For his Master’s thesis, which he completed at the University of the Free State in Bloemfontein, South Africa, Ferreira applied lessons from post-Katrina recovery to civil unrest on campus in South Africa.
In the 12 years since then, all of Ferreira’s disaster and trauma research has likewise stemmed from Hurricane Katrina. Though Ferreira couldn’t have been born further away from the site of where that disaster struck, “stars have aligned,” as he puts it, to bring him closer and closer to New Orleans—and finally, into the heart of the city—over the course of his career.
In 2009, Ferreira decided to pursue his PhD and research at the University of Louisville. While there, he completed a dissertation on how Hurricane Katrina impacted individual social vulnerabilities. Just as he was submitting the final product, a position opened in Tulane’s MSW program. Deeply familiar by this point not only with New Orleans but with Tulane’s strong global reputation as a leader in disaster and trauma research and training, Ferreira jumped at the chance to apply. Now, after five and a half years at Tulane, Ferreira says there’s nowhere else he’d rather be.

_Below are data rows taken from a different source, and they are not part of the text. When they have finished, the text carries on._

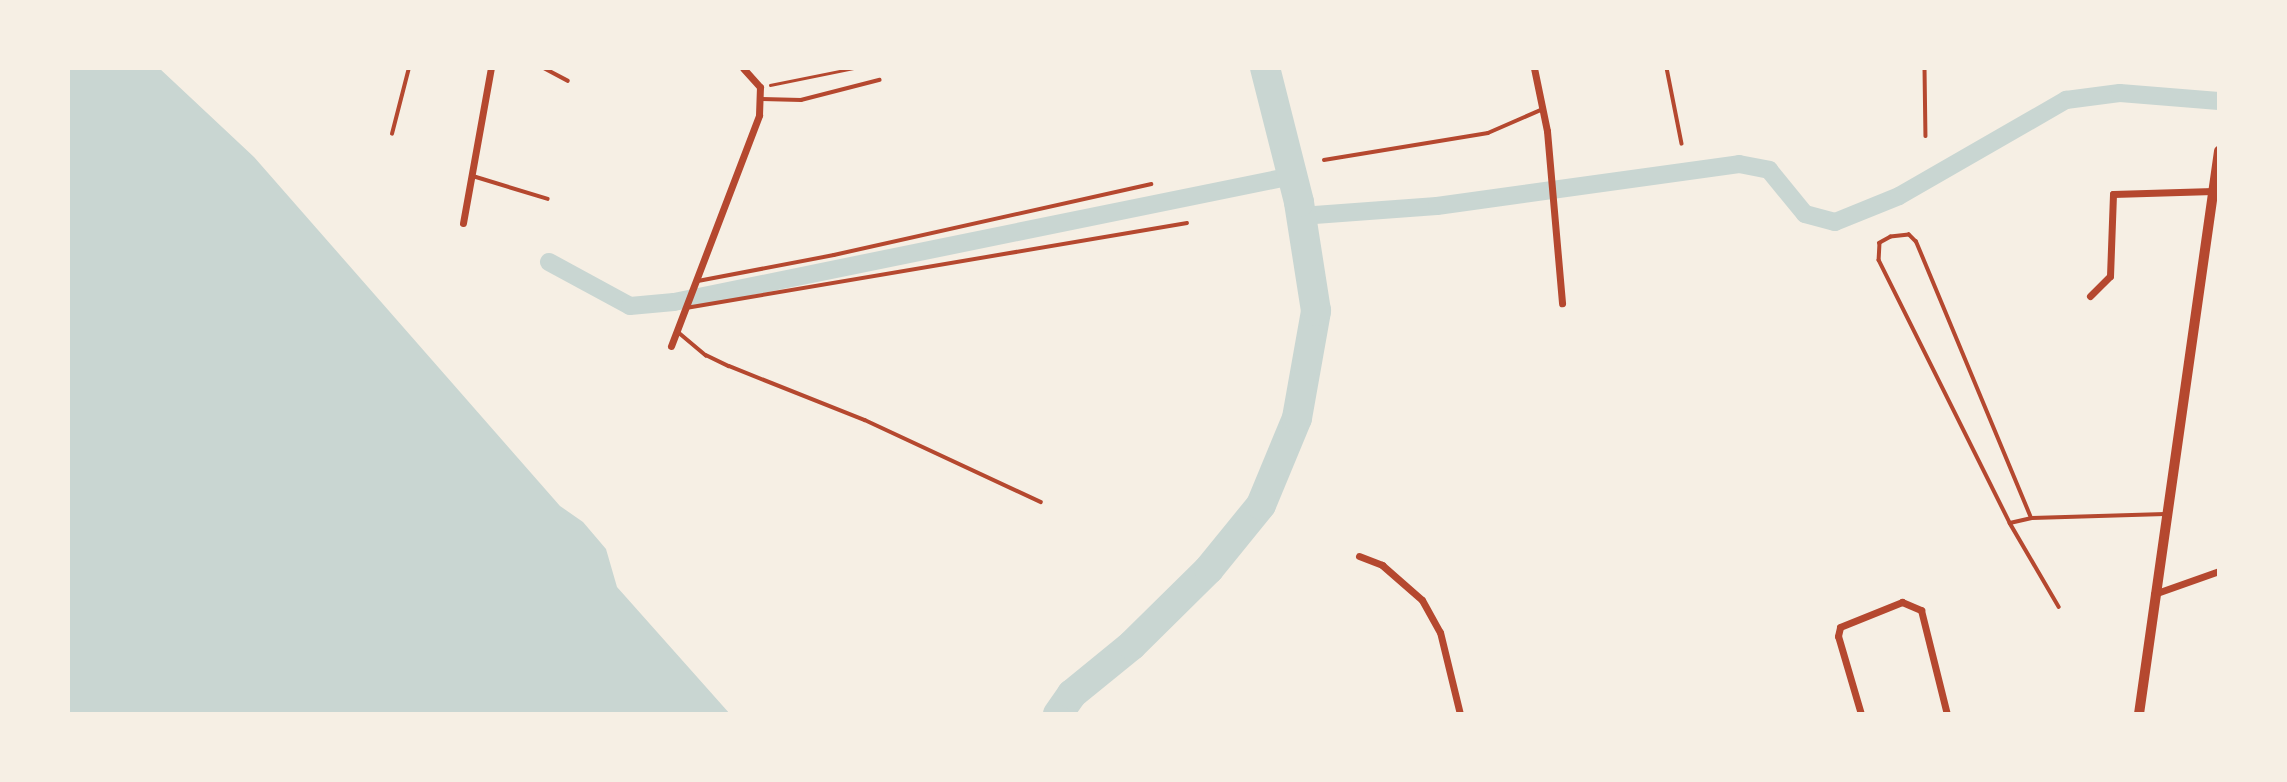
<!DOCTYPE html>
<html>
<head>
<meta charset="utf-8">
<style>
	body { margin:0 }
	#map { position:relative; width:2287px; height:782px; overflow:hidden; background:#f6efe4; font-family:Inter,sans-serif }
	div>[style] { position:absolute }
	.water>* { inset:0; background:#c9d6d2 }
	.canal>* { height:18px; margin:-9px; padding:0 9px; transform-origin:9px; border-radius:9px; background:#c9d6d2 }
	.river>* { height:30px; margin:-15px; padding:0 15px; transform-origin:15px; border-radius:15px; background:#c9d6d2 }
	.path>* { height:2.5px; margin:-1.25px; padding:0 1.25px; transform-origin:1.25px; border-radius:1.25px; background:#b5482f }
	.service>* { height:3.5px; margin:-1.75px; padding:0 1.75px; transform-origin:1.75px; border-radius:1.75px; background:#b5482f }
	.minor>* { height:7px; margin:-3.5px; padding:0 3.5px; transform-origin:3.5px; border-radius:3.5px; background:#b5482f }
	.secondary>* { height:10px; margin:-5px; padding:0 5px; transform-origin:5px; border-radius:5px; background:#b5482f }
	span { translate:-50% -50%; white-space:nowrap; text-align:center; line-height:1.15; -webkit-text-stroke:5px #f6efe4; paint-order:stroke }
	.frame { position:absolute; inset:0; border:70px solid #f6efe4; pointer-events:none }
</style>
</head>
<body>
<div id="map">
	<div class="water">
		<div style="clip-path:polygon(68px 68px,159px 68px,254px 157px,560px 506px,583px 522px,606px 549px,617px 587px,730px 714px,68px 714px)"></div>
	</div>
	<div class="canal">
		<div style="left:1301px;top:216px;width:136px;rotate:-4.2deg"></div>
		<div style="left:1437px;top:206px;width:305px;rotate:-7.9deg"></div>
		<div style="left:1739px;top:164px;width:31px;rotate:11deg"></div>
		<div style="left:1769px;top:170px;width:57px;rotate:50.7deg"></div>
		<div style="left:1805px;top:214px;width:31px;rotate:15deg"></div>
		<div style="left:1835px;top:222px;width:69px;rotate:-22.1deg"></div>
		<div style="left:1899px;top:196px;width:193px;rotate:-29.9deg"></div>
		<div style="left:2066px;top:100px;width:54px;rotate:-7.4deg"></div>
		<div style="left:2120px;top:93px;width:99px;rotate:4.6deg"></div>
		<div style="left:549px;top:262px;width:92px;rotate:28.5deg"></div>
		<div style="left:630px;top:306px;width:44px;rotate:-5.2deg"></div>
		<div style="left:674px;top:302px;width:631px;rotate:-11.52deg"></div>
	</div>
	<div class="river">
		<div style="left:1058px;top:714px;width:24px;rotate:-55deg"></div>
		<div style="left:1072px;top:694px;width:77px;rotate:-39.2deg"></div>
		<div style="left:1132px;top:645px;width:108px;rotate:-44.6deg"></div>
		<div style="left:1209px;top:569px;width:82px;rotate:-50.9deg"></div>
		<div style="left:1261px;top:505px;width:94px;rotate:-67.5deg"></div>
		<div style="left:1297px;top:418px;width:109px;rotate:-79.9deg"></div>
		<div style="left:1316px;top:311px;width:110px;rotate:-98.9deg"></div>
		<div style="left:1299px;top:202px;width:138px;rotate:-104.2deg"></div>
	</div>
	<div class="path">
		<div style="left:770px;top:85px;width:86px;rotate:-11.4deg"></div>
	</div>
	<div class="service">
		<div style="left:544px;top:68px;width:27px;rotate:28deg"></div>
		<div style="left:1667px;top:68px;width:77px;rotate:78.8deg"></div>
		<div style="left:1925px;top:68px;width:68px;rotate:89.2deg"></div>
		<div style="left:761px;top:99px;width:40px;rotate:1.4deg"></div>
		<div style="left:801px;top:100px;width:81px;rotate:-14.4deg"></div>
		<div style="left:392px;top:134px;width:68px;rotate:-75.6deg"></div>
		<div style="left:1324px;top:160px;width:166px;rotate:-9.3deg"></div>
		<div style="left:1488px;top:133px;width:58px;rotate:-23.5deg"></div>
		<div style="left:473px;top:176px;width:78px;rotate:17deg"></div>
		<div style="left:698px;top:281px;width:138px;rotate:-10.8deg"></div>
		<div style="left:834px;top:255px;width:325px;rotate:-12.6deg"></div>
		<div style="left:686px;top:308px;width:508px;rotate:-9.63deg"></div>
		<div style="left:677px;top:331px;width:38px;rotate:40deg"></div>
		<div style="left:706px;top:355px;width:25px;rotate:26deg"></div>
		<div style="left:729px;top:366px;width:146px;rotate:21.7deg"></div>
		<div style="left:865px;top:420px;width:194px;rotate:25deg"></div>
		<div style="left:2031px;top:518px;width:299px;rotate:-112.6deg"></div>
		<div style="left:1916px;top:242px;width:10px;rotate:-135deg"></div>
		<div style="left:1909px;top:235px;width:18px;rotate:174deg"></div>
		<div style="left:1891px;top:237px;width:13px;rotate:151deg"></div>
		<div style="left:1880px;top:243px;width:17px;rotate:93deg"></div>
		<div style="left:1879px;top:260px;width:294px;rotate:63.5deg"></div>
		<div style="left:2010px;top:523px;width:97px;rotate:59.7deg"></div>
		<div style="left:2010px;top:523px;width:22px;rotate:-13deg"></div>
		<div style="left:2031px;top:518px;width:134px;rotate:-1.7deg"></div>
	</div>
	<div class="minor">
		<div style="left:1534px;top:68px;width:64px;rotate:78.3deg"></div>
		<div style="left:1547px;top:131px;width:173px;rotate:85deg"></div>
		<div style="left:463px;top:223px;width:158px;rotate:-79.8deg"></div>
		<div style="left:2090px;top:296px;width:28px;rotate:-45deg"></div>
		<div style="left:2110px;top:276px;width:82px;rotate:-87.9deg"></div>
		<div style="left:2113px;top:194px;width:100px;rotate:-1.7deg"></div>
		<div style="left:671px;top:346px;width:247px;rotate:-69.1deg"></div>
		<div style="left:759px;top:115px;width:28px;rotate:-88deg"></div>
		<div style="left:760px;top:87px;width:25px;rotate:-132deg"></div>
		<div style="left:1359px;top:556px;width:25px;rotate:21deg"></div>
		<div style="left:1382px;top:565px;width:53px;rotate:41.2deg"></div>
		<div style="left:1422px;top:600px;width:37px;rotate:61deg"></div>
		<div style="left:1440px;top:632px;width:84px;rotate:76.3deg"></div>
		<div style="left:2154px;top:594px;width:69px;rotate:-19.5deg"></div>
		<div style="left:1861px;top:714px;width:81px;rotate:-106.4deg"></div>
		<div style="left:1838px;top:636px;width:9px;rotate:-77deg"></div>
		<div style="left:1840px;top:627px;width:67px;rotate:-22deg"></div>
		<div style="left:1902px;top:602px;width:21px;rotate:23deg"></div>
		<div style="left:1921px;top:610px;width:107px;rotate:76deg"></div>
	</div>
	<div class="secondary">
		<div style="left:2139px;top:714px;width:569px;rotate:-81.91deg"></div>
	</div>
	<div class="frame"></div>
</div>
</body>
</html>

Ferreira’s research in recent years has drawn from what he’s learned about Hurricane Katrina and the ensuing recovery effort to learn about more recent disasters. He examined how the 2010 Deepwater Horizon oil spill in the Gulf of Mexico impacted people who had previously been affected by Hurricane Katrina, to better understand the implications of repetitive disaster exposure. Last year, Ferreira traveled to Kathmandu, Nepal, to discuss how lessons from post-Katrina recovery might be applied to the recovery effort that followed the 2015 earthquake there. Most recently, he has applied lessons learned to the Puerto Rican context as Puerto Rico faces a long road to recovery after Hurricane Maria.
The ideal upshot of Ferreira’s research, he says, is to allow people touched by disaster to educate themselves to find the resources and tools they need to heal. He also works to identify the factors that predict social vulnerability—and, on the flip side, resilience.
Ferreira helps develop future leaders of disaster recovery in his role as the director of Tulane’s Master of Science in Disaster Resilience Leadership, founded in 2011. Helping students establish their own own-the-ground skills to empower communities is crucial, in Ferreira’s eyes. The program will soon institute a volunteer-hours requirement, to ensure students gain the hands-on experience they’ll need upon graduating.
After all, not everyone inherits a need to understand the impact of disaster and how to cultivate resilience, but society would undoubtedly be better off if everyone understood this a bit better.